It looks like Physics wins again.

I went through the original thread, and it looks like the answer is to swim up and away from the downcurrent, and inflate your BC until the air is blowing out the overpressure valve, if necessary.

Also an interesting point I hadn't really thought of is: that if your BC is full and you're still going down, keep inflating, since as you decend the air compresses, and it's no longer full anymore.

A liftbag will also help, although blowing a liftbag on a reel, while trying to inflate your BC and swim out of a downcurrent sounds challanging, to say the least.

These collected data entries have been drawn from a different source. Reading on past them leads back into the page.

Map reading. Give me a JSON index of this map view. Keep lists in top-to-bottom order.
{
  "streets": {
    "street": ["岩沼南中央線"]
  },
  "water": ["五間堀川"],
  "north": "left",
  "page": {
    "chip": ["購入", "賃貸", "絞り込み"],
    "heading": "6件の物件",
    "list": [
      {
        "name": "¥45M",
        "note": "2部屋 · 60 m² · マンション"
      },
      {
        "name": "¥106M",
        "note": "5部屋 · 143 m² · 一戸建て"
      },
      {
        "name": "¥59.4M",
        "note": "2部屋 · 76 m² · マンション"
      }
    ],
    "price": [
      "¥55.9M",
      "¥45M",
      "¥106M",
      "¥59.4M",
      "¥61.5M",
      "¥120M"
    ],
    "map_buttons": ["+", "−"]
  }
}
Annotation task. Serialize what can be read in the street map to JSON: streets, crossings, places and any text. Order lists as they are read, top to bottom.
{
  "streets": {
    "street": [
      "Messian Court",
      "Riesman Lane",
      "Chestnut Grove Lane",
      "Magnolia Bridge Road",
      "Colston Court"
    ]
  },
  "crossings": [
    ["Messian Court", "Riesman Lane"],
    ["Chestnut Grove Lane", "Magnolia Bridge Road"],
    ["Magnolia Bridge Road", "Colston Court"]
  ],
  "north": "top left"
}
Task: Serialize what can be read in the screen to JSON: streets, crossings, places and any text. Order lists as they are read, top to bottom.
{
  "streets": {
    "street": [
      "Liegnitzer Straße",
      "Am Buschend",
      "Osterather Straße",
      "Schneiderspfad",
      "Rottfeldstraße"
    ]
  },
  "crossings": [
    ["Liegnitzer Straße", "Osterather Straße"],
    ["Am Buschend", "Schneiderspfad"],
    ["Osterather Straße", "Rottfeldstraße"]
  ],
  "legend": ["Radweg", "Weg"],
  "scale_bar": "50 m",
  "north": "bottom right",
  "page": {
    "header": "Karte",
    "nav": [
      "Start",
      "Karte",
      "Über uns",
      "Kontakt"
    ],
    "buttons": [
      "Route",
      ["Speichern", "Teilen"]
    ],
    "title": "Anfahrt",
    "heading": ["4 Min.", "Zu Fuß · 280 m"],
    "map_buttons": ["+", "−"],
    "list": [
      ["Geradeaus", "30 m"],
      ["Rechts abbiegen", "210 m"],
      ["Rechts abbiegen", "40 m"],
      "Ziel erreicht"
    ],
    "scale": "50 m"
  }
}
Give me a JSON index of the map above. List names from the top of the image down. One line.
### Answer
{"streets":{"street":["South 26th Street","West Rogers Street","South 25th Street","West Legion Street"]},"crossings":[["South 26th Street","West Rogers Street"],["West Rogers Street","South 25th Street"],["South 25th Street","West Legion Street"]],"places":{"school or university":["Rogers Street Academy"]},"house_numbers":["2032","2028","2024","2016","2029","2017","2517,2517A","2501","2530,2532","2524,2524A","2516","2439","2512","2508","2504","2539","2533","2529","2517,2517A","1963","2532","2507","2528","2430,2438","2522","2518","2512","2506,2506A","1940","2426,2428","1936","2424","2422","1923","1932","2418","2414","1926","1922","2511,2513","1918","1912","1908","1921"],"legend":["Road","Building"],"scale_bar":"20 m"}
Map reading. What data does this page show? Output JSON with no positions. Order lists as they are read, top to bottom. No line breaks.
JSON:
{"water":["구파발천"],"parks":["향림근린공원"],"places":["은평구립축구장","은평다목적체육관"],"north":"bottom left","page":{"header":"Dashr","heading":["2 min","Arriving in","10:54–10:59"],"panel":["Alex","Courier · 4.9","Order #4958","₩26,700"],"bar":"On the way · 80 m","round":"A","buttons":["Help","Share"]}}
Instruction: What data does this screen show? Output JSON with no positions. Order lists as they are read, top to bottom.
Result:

The sounds like a good case for not using the low-buoyancy "Travel BCs" that seem to be popular on vacations.

Terry


Seadeuce:
 
Web Monkey:
A liftbag will also help, although blowing a liftbag on a reel, while trying to inflate your BC and swim out of a downcurrent sounds challanging, to say the least.

Yeah, this, in my mind, must be an urban myth. If you're in a down current bad enough to make you desperate enough to reach for your blob then it's not going to go up even if you did ... somehow...through some miracle.... manage to get air into it. Even bubbles will sink in a bad enough downcurrent.

The way I see it, the only good fumbling around with your blob is going to do you in that situation is if it snags on something.

R..
 
Diver0001:
Yikes! that's a Force 6. Aside from what happened under water I have to wonder what the heck they were doing out there to start with ....

R..
Dude, thats what us Cook Strait divers dive in everyday just about. Its a harsh piece of water being an 11 Nautical Mile gap in the otherwise 1000 mile landmass of New Zealand, when it's high tide at one end it's low tide at the other.

On some dive sites slack tide lasts about 5 minutes so the dive has to be timed right. If it is timed right you can deal with a 1-3 knot current, if not you could be dealing with a 4-7 knot current.

We try to minimise the danger by only diving at certain sites on certain tides.

There are also places we dive that we do not take customers unless we know them and their diving ability intimately. This usually means they come on our "boys trips", meaning they are not a paid charter but our time out for personal dives.

Awash rock, where these guys got dragged down, is a rock that just breaches the surface at low tide and rises up from 120 metres plus. Its a great spot but unpredictable.

Forget about talk of blowing a lift bag, I have been caught in these currents. You need to see them before you hit them, which is possible if you know the area, and avoid them.
All you can do if you get caught is blow your BCD and try to swim sideways out of the down current or wait until it spits you out.
 
Azza:
You need to see them before you hit them, which is possible if you know the area, and avoid them.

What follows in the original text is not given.